## TASK REQUIREMENTS
Which lines run from the line with "Input: one rendered" to the end of the entries? Write out exactly those, leaving out the pictures.

## MATERIAL FOR THIS TASK
.....

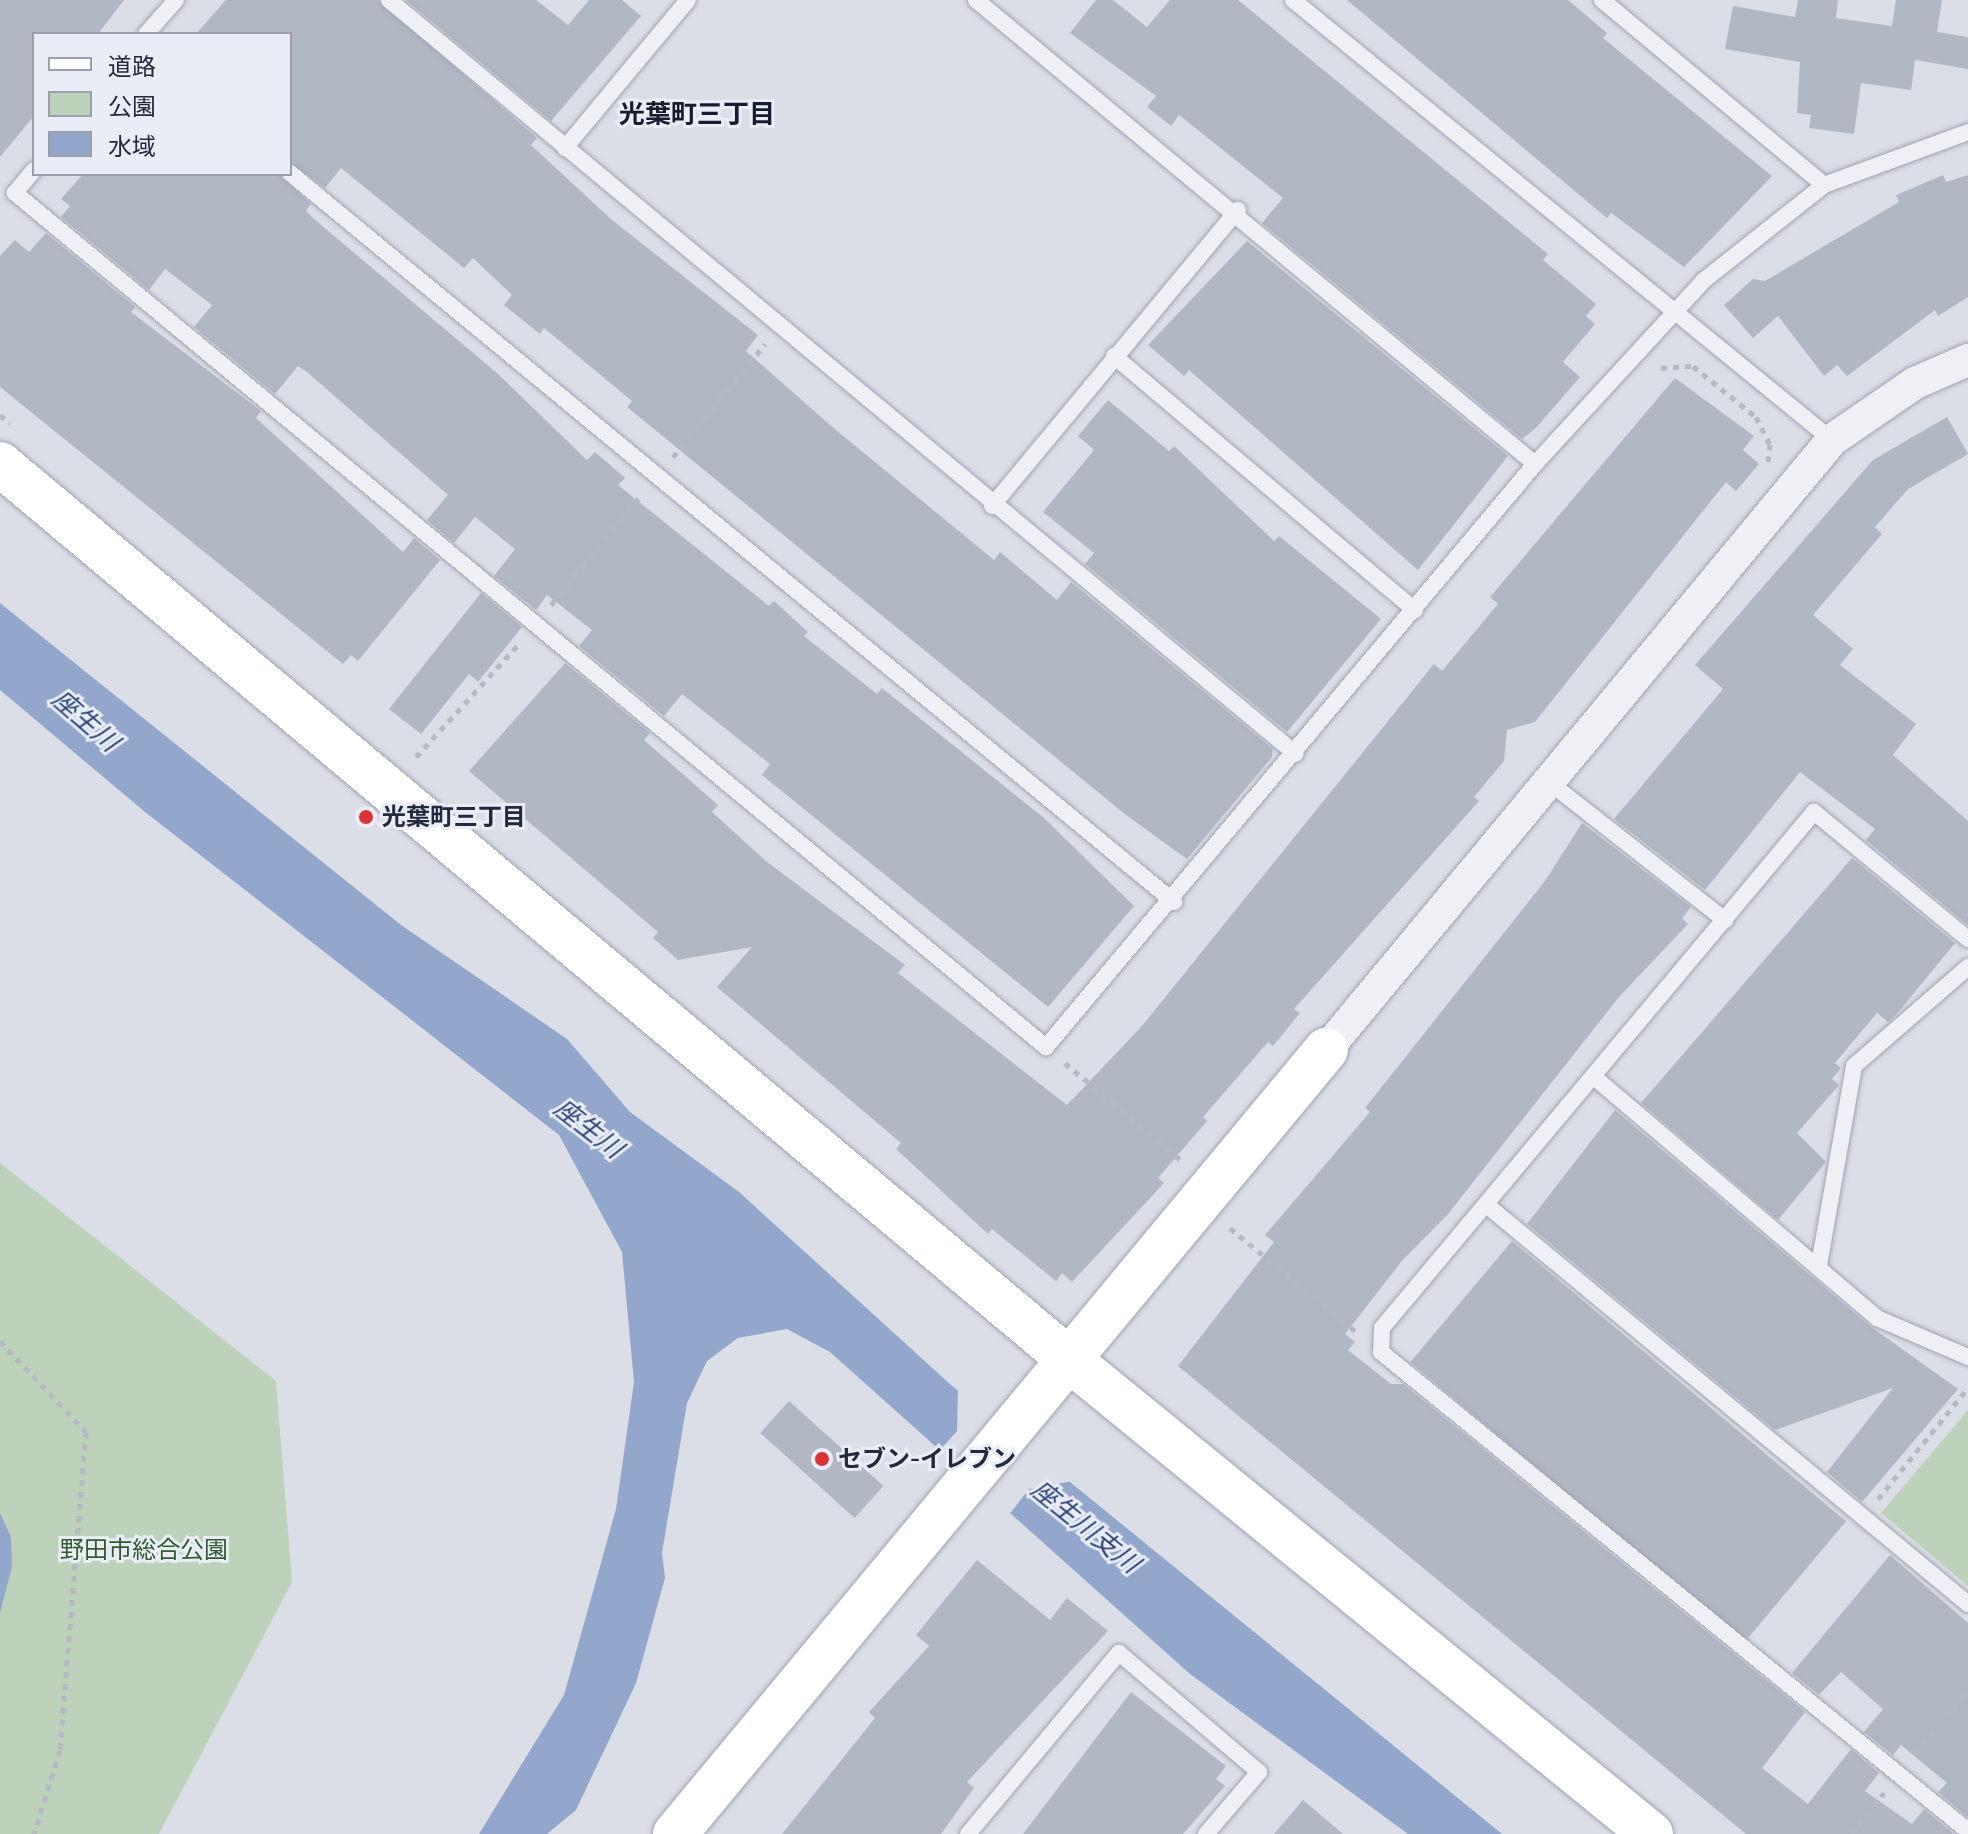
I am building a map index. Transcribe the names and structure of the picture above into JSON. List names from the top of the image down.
{
  "districts": ["光葉町三丁目"],
  "water": ["座生川", "座生川支川"],
  "parks": ["野田市総合公園"],
  "places": ["光葉町三丁目", "セブン-イレブン"],
  "legend": ["道路", "公園", "水域"]
}
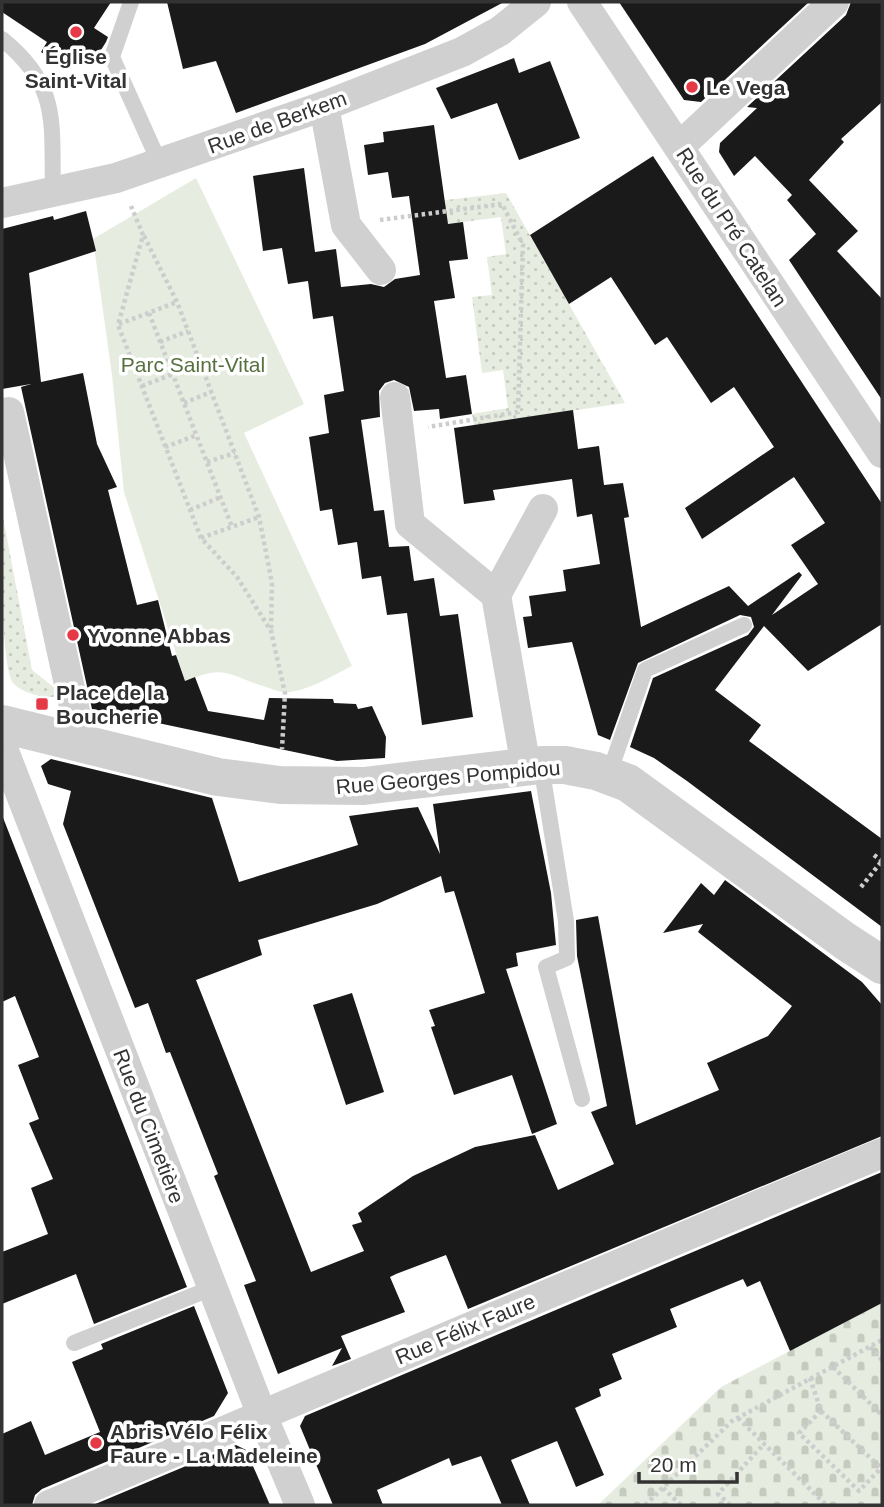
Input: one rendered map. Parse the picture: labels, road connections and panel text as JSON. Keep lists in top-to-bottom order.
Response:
{
  "streets": {
    "street": [
      "Rue de Berkem",
      "Rue du Pré Catelan",
      "Rue Georges Pompidou",
      "Rue du Cimetière",
      "Rue Félix Faure"
    ]
  },
  "crossings": [
    ["Rue du Cimetière", "Rue Félix Faure"]
  ],
  "parks": ["Parc Saint-Vital"],
  "places": {
    "other": [
      "Église Saint-Vital",
      "Le Vega",
      "Yvonne Abbas",
      "Abris Vélo Félix Faure - La Madeleine"
    ],
    "transit": ["Place de la Boucherie"]
  },
  "scale_bar": "20 m"
}
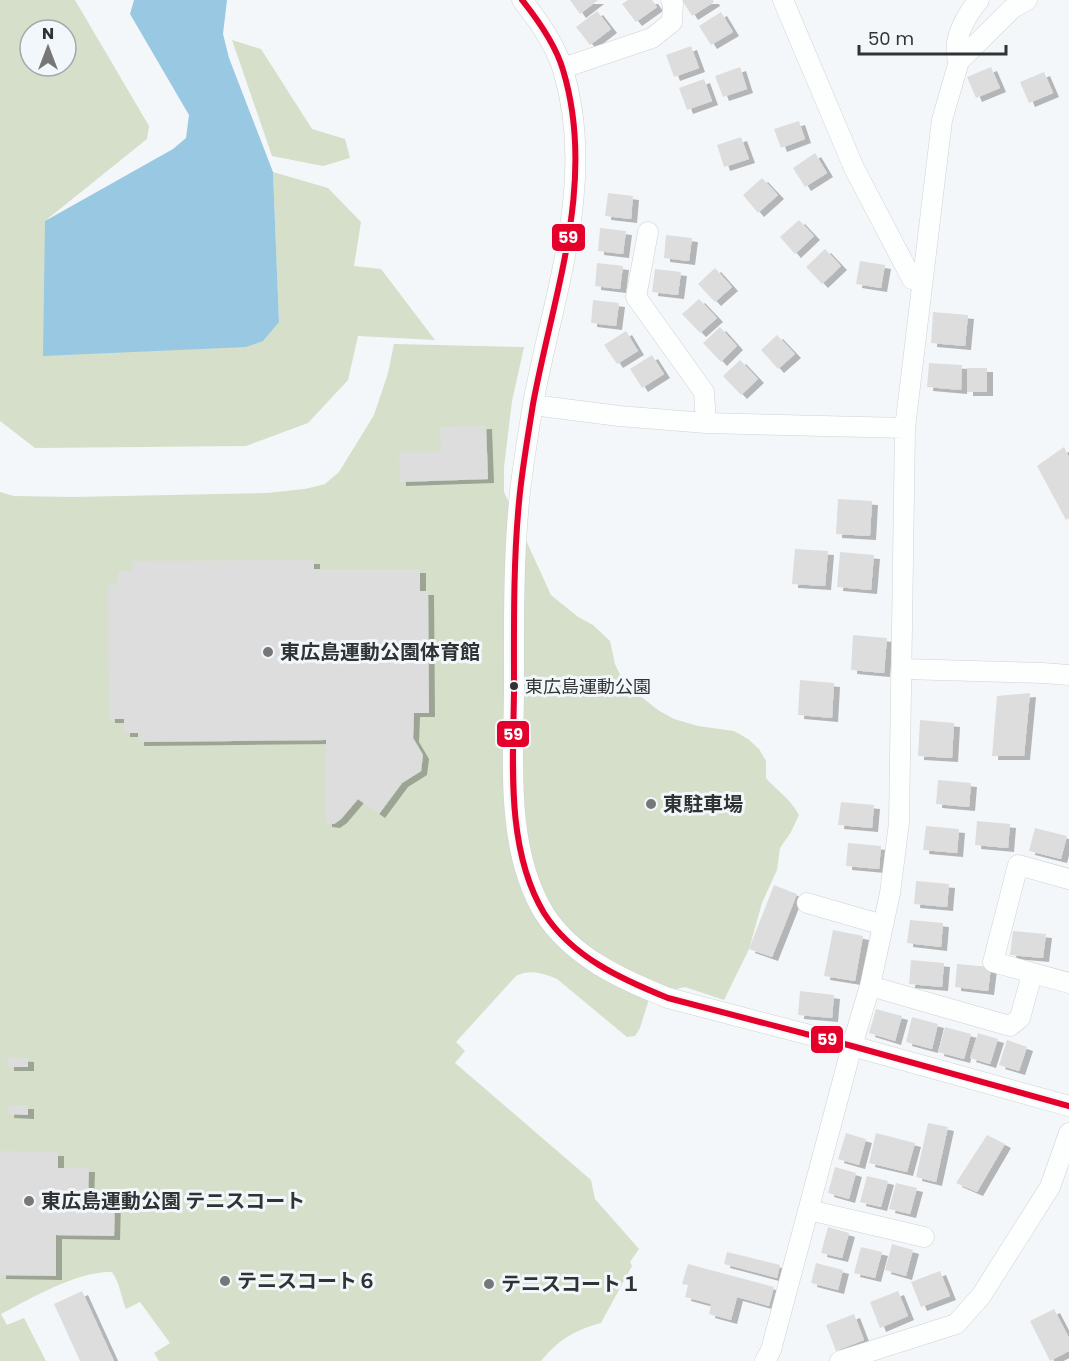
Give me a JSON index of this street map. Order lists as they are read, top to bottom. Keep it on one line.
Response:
{"places":["東広島運動公園体育館","東広島運動公園","東駐車場","東広島運動公園 テニスコート","テニスコート６","テニスコート１"],"lines":["transit line 59"],"scale_bar":"50 m","north":"top"}
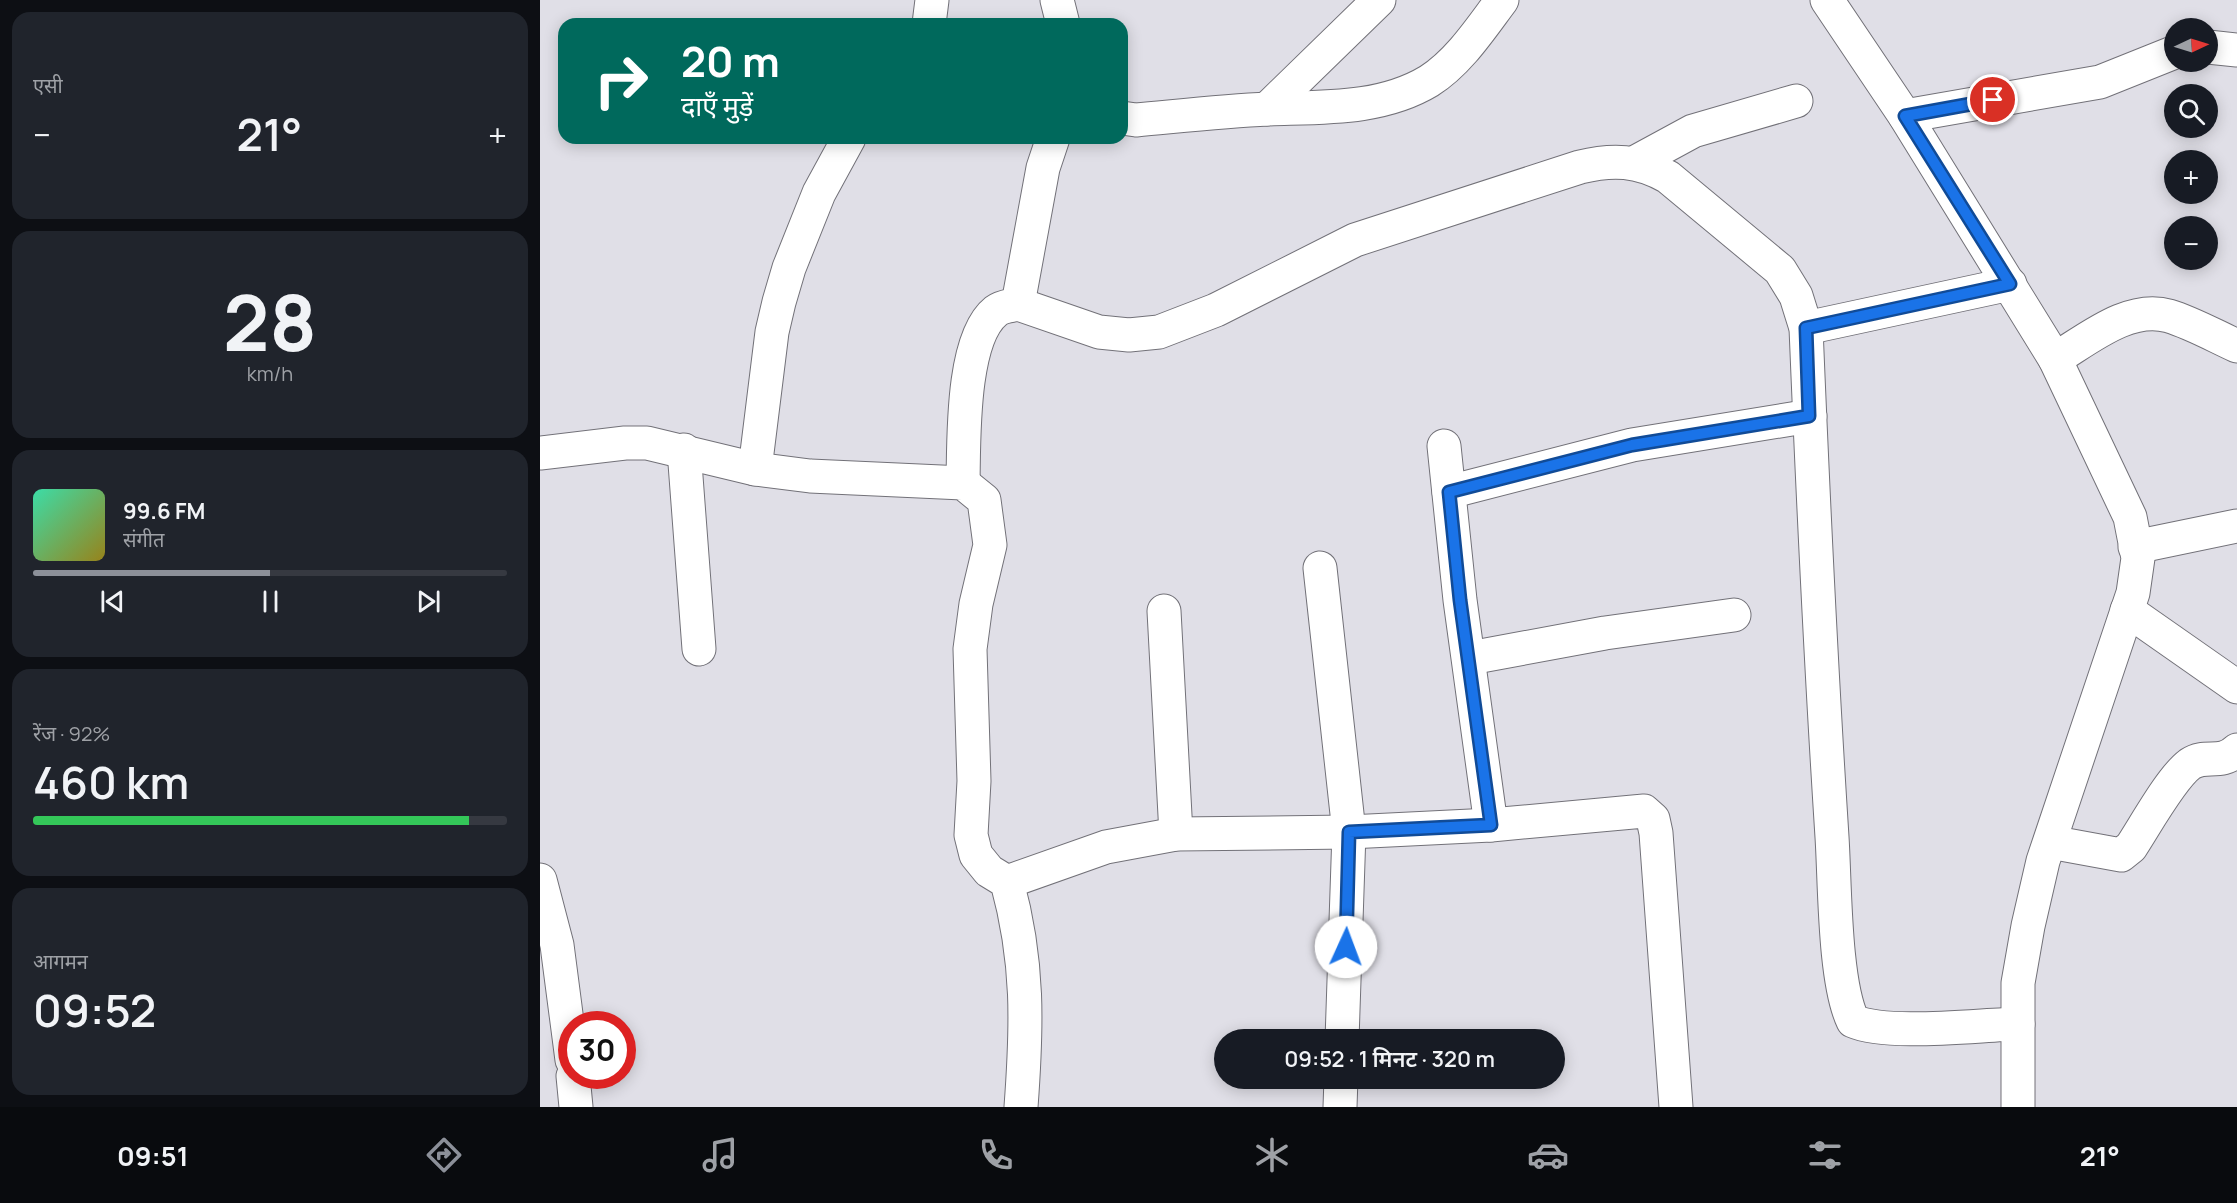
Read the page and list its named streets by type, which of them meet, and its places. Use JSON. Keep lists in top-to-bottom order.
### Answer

.....

## ANSWER BELOW
Input: one rendered map. Parse the picture: labels, road connections and panel text as JSON. Keep lists in top-to-bottom order.
Response:
{
  "streets": {
    "street": [
      "Rue de Berkem",
      "Rue du Pré Catelan",
      "Rue Georges Pompidou",
      "Rue du Cimetière",
      "Rue Félix Faure"
    ]
  },
  "crossings": [
    ["Rue du Cimetière", "Rue Félix Faure"]
  ],
  "parks": ["Parc Saint-Vital"],
  "places": {
    "other": [
      "Église Saint-Vital",
      "Le Vega",
      "Yvonne Abbas",
      "Abris Vélo Félix Faure - La Madeleine"
    ],
    "transit": ["Place de la Boucherie"]
  },
  "scale_bar": "20 m"
}
Give me a JSON index of this street map. Order lists as they are read, top to bottom. Keep it on one line.
Response:
{"places":["東広島運動公園体育館","東広島運動公園","東駐車場","東広島運動公園 テニスコート","テニスコート６","テニスコート１"],"lines":["transit line 59"],"scale_bar":"50 m","north":"top"}
Read the page and list its named streets by type, which of them meet, and its places. Use JSON. Keep lists in top-to-bottom order.
### Answer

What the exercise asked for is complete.